I. THE KING AND HIS HOUSEHOLD

1. NATURE OF THE Conqueror’s feudalism — 2. The officers of the royal household and their fees — 3. Royal residences and building of the Tower — 4. Character of the royal expenses, dress, manners, and education.
1. During the reigns of the four Norman kings, England was as it were violently caught up by the irresistible Norman torrent and swept out of its back-water into the main stream of continental civilisation. Saxon England had had a civilisation of its own, and brought a wealth of treasure and of ideas to its new governors so great as to secure for it the first place among its lord’s possessions. England was no mere appendage to Normandy, with London suffragan to Rouen; from the first it was clear that the kingdom would precede the duchy. To the newly-conquered kingdom the conquerors brought all they had to give, and the chief part of their wealth lay in their continental ideas, which put new life into Church and State. As he owed much to the papacy, which was now to enter upon a new era, characterised by novel and ambitious schemes, it was certain that William I. would bring the English church into line with his Norman church: he was prepared to distinguish things spiritual from things temporal, and let his own masterful wielding of the temporal sword measure the strength of the spiritual. In his time there would be no war on the frontier of the spiritual and temporal kingdoms. Further he brought with him men of all ranks of society and from many countries, imbued with the doctrines of continental feudalism. William and his ministers found English society already half feudalised, but without cohesion and almost anarchic, with tribal elements still only half absorbed, a society so wanting in symmetry and system as to have little to commend it to Norman ideas of government. But as in feudalism there was danger of conflict among the many temporal swords, here, too, William the Conqueror saw to it that the royal sword, while he wielded it, should be supreme. The feudalism which he brought with him placed him merely as “primus inter pares”: that was a position not good enough for him; he aimed at and secured a mastery.

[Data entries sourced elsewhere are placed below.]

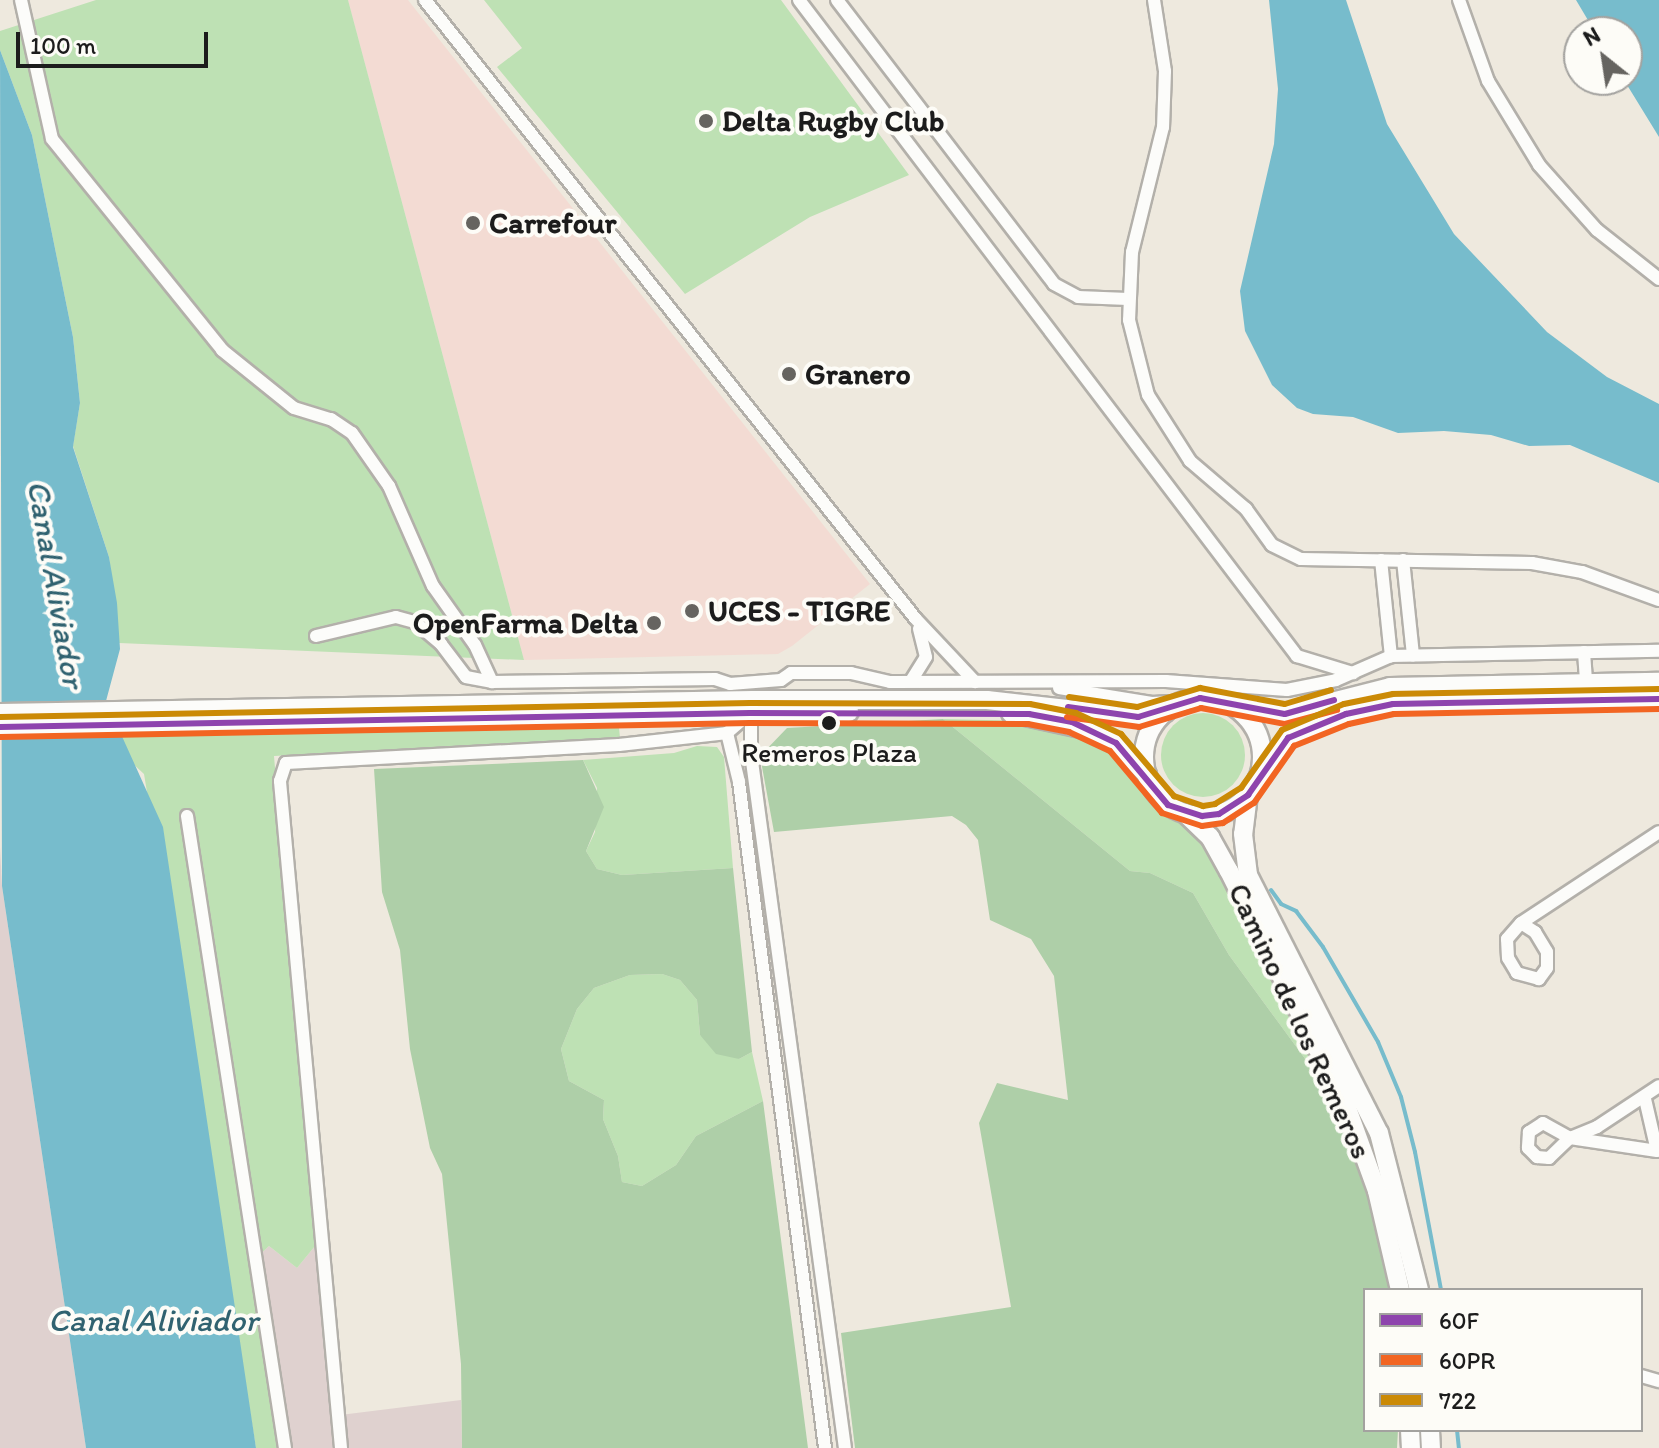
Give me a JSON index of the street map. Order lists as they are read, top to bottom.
{
  "streets": {
    "main road": ["Camino de los Remeros"]
  },
  "water": ["Canal Aliviador"],
  "places": [
    "Delta Rugby Club",
    "Carrefour",
    "Granero",
    "UCES - TIGRE",
    "OpenFarma Delta",
    "Remeros Plaza"
  ],
  "lines": ["transit line 722", "transit line 60F", "transit line 60PR"],
  "legend": ["60F", "60PR", "722"],
  "scale_bar": "100 m",
  "north": "top left"
}
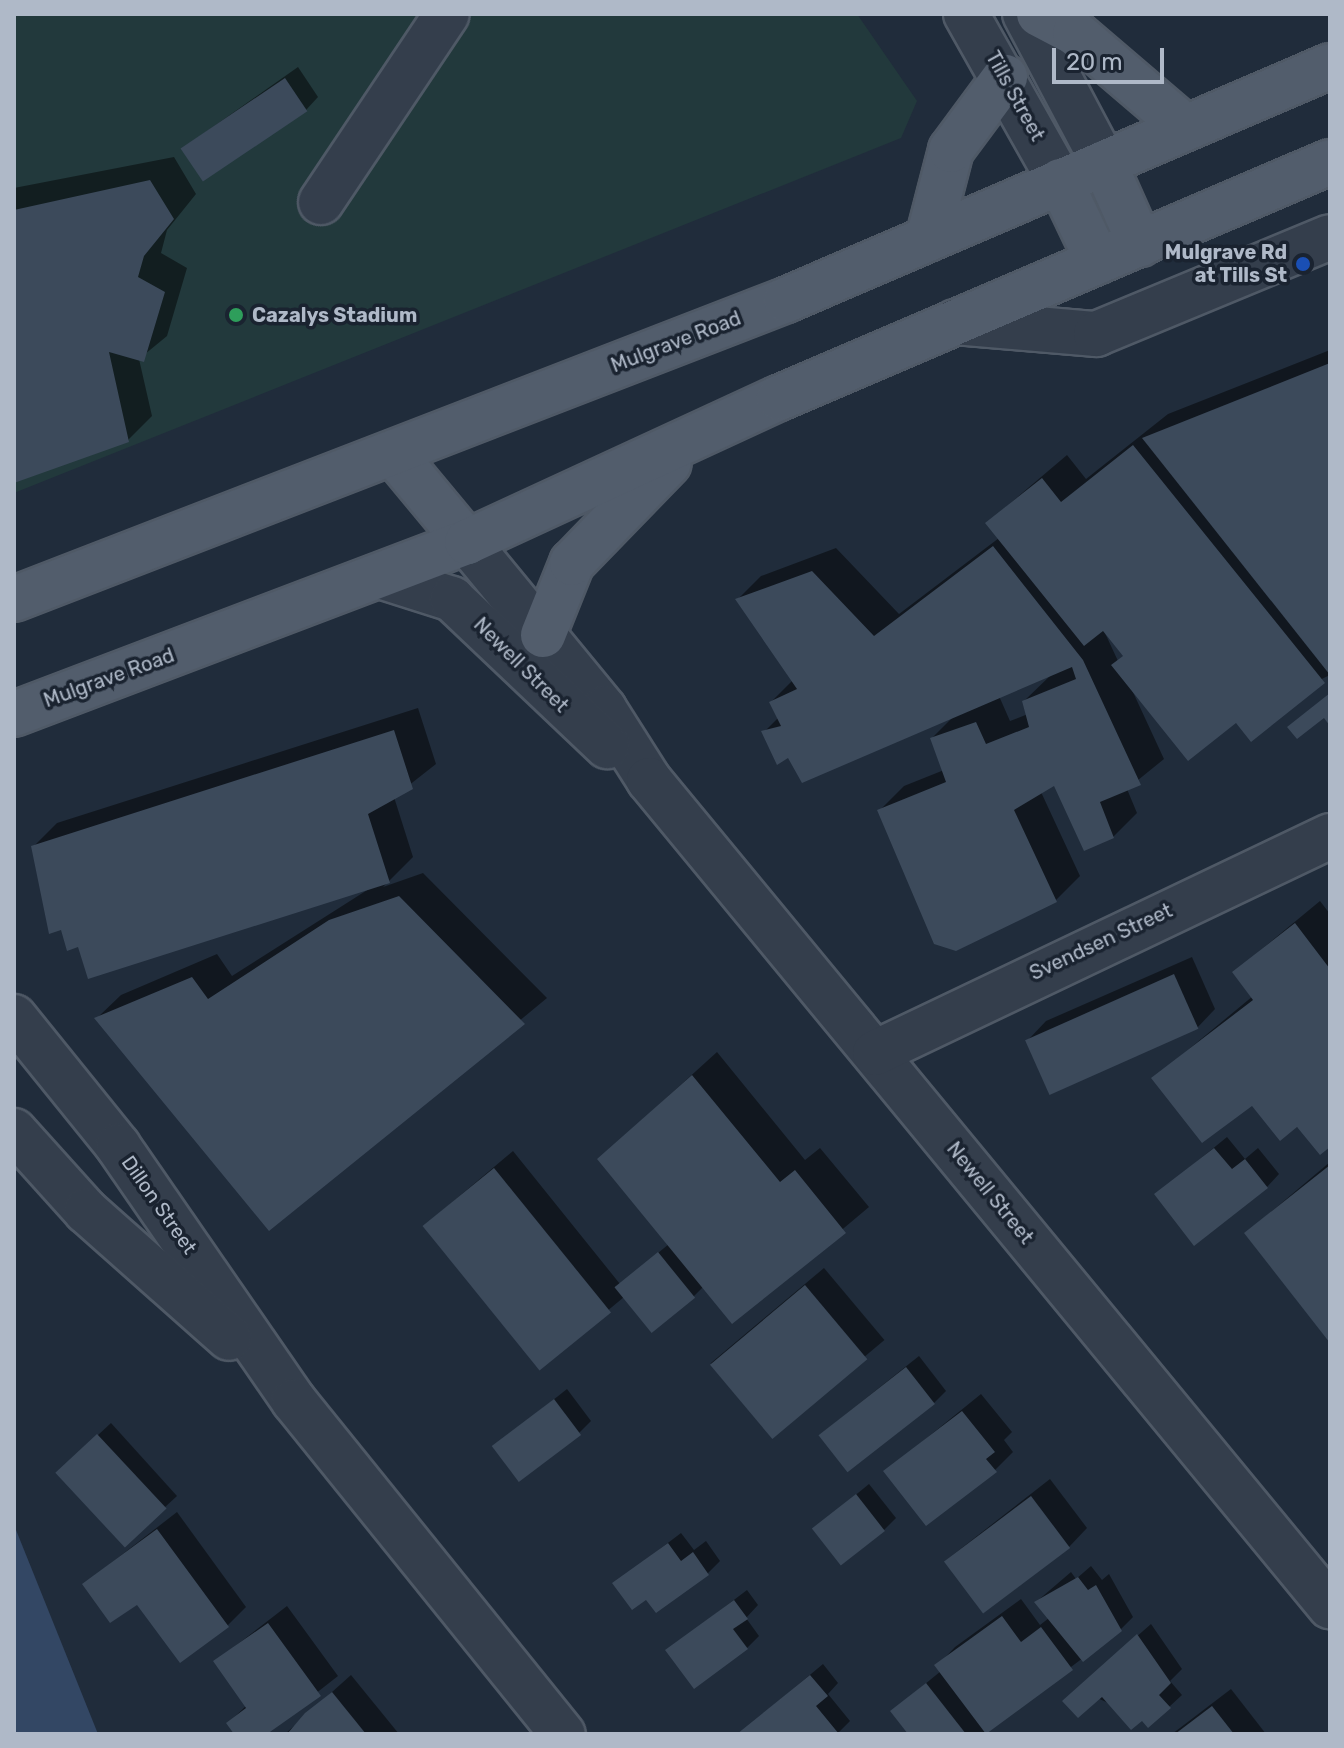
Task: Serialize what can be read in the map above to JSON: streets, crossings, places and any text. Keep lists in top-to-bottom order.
{
  "streets": {
    "main road": ["Mulgrave Road"],
    "street": [
      "Tills Street",
      "Newell Street",
      "Svendsen Street",
      "Dillon Street"
    ]
  },
  "crossings": [
    ["Tills Street", "Mulgrave Road"],
    ["Mulgrave Road", "Newell Street"],
    ["Newell Street", "Svendsen Street"]
  ],
  "places": ["Mulgrave Rd at Tills St", "Cazalys Stadium"],
  "scale_bar": "20 m"
}
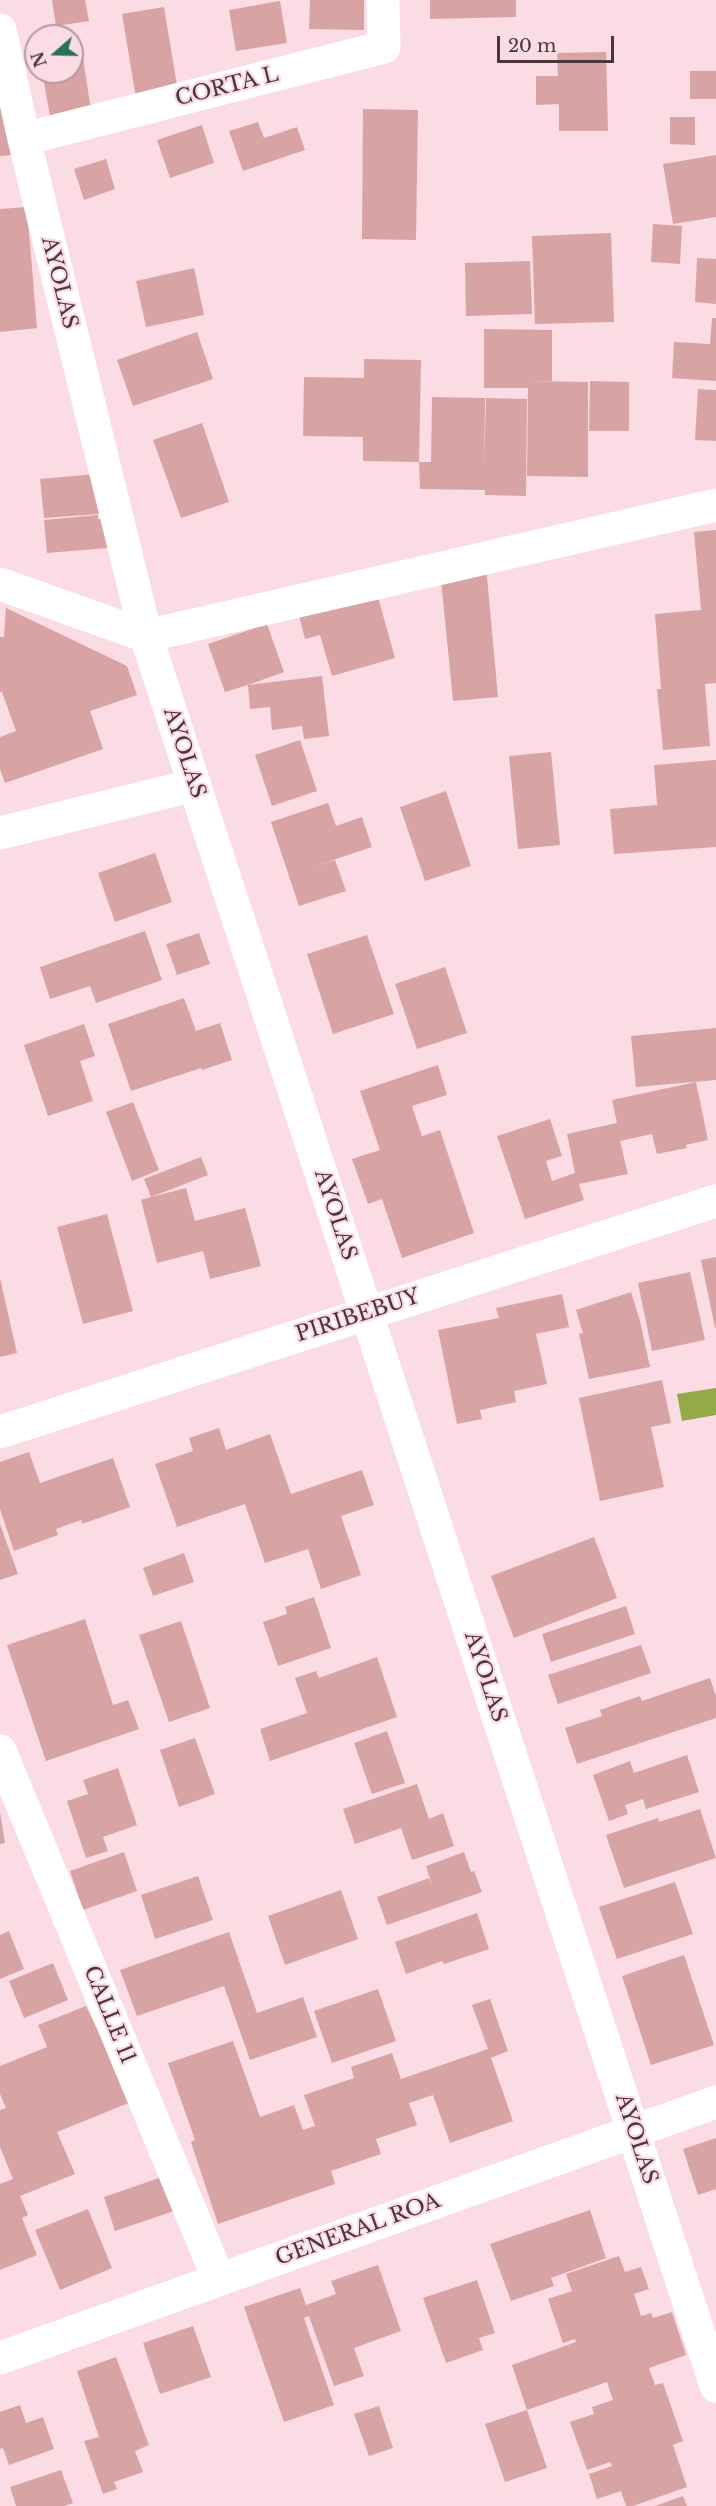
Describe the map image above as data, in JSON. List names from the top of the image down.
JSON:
{
  "streets": {
    "street": [
      "CORTA L",
      "AYOLAS",
      "PIRIBEBUY",
      "CALLE 11",
      "GENERAL ROA"
    ]
  },
  "crossings": [
    ["CORTA L", "AYOLAS"],
    ["AYOLAS", "PIRIBEBUY"],
    ["AYOLAS", "GENERAL ROA"],
    ["CALLE 11", "GENERAL ROA"]
  ],
  "scale_bar": "20 m",
  "north": "left"
}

The fabric of society as it was woven by him was of course to be woven of tenurial relations, for no western European could conceive of social relations of any other web, but in woof and warp he introduced a strand of governmental power which was not of tenure. With marvellous vigour king after king carried on his work. Only the reign of Stephen shows by contrast how great was the accomplishment of his predecessors and successors. It was then and then only that the spiritual sword and the baronial swords were uppermost.
What manner of men were these great rulers? Can they be approached at all in their daily lives and be seen otherwise than as governors? Little attention, comparatively speaking, has been paid to the social life of the Normans in England, and yet many difficulties in the understanding of larger themes are best removed by understanding the many characteristic phrases or expressions descriptive of daily life which give colour to the chronicles of the past. The Normans were capable of carrying out schemes of a particular nature, partly by reason of their peculiar domestic civilisation. The evidence descriptive of the life of the Norman kings in England is not abundant, for their palaces are almost wholly swept away; almost all the records of their expenses have vanished; their letters are few in number and formal in character; no chronicle describes their courts in detail. Furthermore, much of their life was spent across the Channel, and their interests were centred largely in the land they came from, so that some of the evidence we have is relevant rather to the Norman duchy than to the English realm. Nevertheless, the fragments of evidence that remain, the entries in Domesday Book, and the statements made touching Henry I.’s reforms in his court are not inadequate to give a detailed picture.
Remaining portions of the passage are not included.